··· LISTED RECORDS

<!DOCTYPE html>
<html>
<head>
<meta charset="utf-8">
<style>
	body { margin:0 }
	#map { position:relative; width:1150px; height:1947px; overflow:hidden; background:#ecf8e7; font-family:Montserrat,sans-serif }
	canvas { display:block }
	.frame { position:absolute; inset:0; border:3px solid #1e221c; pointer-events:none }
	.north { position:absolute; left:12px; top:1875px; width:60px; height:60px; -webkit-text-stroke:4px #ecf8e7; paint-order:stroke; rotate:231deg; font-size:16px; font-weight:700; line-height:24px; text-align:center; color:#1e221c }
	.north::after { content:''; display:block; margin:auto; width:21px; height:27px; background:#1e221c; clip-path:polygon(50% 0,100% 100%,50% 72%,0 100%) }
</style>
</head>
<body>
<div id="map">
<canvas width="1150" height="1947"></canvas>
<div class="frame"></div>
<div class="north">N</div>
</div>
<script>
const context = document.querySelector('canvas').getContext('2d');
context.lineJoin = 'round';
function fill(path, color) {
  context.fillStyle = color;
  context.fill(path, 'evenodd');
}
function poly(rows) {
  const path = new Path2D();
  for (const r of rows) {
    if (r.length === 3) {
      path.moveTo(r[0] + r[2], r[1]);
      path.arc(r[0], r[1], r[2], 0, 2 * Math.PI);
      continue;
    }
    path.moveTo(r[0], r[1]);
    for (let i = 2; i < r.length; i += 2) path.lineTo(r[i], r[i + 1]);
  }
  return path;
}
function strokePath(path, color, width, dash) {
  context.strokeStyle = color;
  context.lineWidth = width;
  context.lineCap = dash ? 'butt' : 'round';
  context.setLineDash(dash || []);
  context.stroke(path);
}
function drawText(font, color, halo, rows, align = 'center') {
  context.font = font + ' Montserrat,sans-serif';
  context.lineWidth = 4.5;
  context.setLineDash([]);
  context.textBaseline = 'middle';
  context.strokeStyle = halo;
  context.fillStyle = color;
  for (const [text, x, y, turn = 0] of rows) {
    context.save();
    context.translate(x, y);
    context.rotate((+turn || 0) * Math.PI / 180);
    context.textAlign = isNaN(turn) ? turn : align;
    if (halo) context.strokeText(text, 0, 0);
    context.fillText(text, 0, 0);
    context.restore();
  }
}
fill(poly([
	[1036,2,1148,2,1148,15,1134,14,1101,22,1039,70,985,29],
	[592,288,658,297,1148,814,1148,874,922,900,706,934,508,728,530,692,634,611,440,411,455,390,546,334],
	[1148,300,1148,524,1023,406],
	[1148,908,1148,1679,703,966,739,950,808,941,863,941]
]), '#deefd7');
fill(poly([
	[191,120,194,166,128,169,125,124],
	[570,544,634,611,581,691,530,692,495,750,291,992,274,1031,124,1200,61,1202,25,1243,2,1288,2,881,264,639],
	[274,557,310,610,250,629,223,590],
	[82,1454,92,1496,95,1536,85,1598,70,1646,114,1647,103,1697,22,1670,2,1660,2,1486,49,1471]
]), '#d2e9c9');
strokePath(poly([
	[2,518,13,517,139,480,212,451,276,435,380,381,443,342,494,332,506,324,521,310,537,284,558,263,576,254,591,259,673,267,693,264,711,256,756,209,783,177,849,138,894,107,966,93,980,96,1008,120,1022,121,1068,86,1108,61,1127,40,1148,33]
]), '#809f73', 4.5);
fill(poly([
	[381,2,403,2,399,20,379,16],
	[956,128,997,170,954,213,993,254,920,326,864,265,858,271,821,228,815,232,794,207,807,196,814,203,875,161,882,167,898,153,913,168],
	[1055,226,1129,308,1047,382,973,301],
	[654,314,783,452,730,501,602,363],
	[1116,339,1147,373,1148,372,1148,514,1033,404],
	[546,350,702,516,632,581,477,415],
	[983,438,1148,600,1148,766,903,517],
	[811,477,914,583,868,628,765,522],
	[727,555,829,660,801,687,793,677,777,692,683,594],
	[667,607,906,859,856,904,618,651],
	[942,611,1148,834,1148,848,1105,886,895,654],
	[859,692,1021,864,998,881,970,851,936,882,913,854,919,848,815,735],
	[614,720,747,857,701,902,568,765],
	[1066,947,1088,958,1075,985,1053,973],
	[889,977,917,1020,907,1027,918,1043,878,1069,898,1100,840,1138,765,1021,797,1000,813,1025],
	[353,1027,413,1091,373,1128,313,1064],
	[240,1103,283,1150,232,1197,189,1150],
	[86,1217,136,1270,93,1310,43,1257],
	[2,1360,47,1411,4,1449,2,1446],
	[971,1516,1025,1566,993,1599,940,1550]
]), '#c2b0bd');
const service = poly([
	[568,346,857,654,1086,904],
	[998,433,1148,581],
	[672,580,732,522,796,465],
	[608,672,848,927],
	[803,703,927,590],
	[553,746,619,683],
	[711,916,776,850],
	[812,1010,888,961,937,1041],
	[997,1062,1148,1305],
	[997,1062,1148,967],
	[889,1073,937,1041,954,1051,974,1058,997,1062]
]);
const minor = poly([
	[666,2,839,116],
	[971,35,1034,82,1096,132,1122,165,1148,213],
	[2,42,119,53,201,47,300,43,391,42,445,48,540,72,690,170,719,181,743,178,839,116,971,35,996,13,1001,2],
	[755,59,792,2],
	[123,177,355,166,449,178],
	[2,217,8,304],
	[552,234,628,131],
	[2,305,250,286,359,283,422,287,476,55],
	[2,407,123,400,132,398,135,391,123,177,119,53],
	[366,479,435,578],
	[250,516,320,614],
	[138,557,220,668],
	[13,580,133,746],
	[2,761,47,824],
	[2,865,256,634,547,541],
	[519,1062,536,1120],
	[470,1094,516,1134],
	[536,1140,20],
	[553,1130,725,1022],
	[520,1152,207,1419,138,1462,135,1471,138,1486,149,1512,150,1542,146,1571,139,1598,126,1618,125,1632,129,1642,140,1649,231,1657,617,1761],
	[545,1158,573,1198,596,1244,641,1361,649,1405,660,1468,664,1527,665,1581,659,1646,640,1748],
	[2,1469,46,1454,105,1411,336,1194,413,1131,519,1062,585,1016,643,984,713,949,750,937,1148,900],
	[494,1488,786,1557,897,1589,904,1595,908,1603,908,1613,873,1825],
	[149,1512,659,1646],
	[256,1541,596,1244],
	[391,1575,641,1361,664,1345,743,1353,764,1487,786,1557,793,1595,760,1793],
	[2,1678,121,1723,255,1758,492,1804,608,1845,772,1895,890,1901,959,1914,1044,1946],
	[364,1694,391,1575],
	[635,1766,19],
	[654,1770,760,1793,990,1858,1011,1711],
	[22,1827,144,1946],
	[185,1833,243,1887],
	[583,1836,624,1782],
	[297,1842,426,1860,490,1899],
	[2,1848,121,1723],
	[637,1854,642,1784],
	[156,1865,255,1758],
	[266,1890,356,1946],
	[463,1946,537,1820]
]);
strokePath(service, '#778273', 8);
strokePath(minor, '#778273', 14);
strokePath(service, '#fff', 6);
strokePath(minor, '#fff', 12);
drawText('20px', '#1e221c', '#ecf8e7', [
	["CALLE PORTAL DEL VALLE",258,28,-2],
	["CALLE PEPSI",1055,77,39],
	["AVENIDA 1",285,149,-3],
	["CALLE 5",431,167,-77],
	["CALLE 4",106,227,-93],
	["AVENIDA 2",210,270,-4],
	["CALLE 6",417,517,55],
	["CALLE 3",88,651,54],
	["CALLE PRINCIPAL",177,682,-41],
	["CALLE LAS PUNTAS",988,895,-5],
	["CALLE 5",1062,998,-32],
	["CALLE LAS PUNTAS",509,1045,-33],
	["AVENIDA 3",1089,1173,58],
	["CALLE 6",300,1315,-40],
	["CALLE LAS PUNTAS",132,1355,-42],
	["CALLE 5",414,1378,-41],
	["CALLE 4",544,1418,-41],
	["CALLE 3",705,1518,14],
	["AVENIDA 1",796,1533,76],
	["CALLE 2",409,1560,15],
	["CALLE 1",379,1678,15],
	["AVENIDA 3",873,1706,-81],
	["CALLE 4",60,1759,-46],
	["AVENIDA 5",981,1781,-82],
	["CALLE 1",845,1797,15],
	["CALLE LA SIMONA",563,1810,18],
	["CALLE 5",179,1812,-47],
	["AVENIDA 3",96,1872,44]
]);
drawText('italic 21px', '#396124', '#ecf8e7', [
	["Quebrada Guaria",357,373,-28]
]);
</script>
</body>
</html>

······

» **EXERCISE BRIEF**: Copy whichever lines in the listing above contain the word "canvas".

» **TASK OUTPUT**:
	canvas { display:block }
<canvas width="1150" height="1947"></canvas>
const context = document.querySelector('canvas').getContext('2d');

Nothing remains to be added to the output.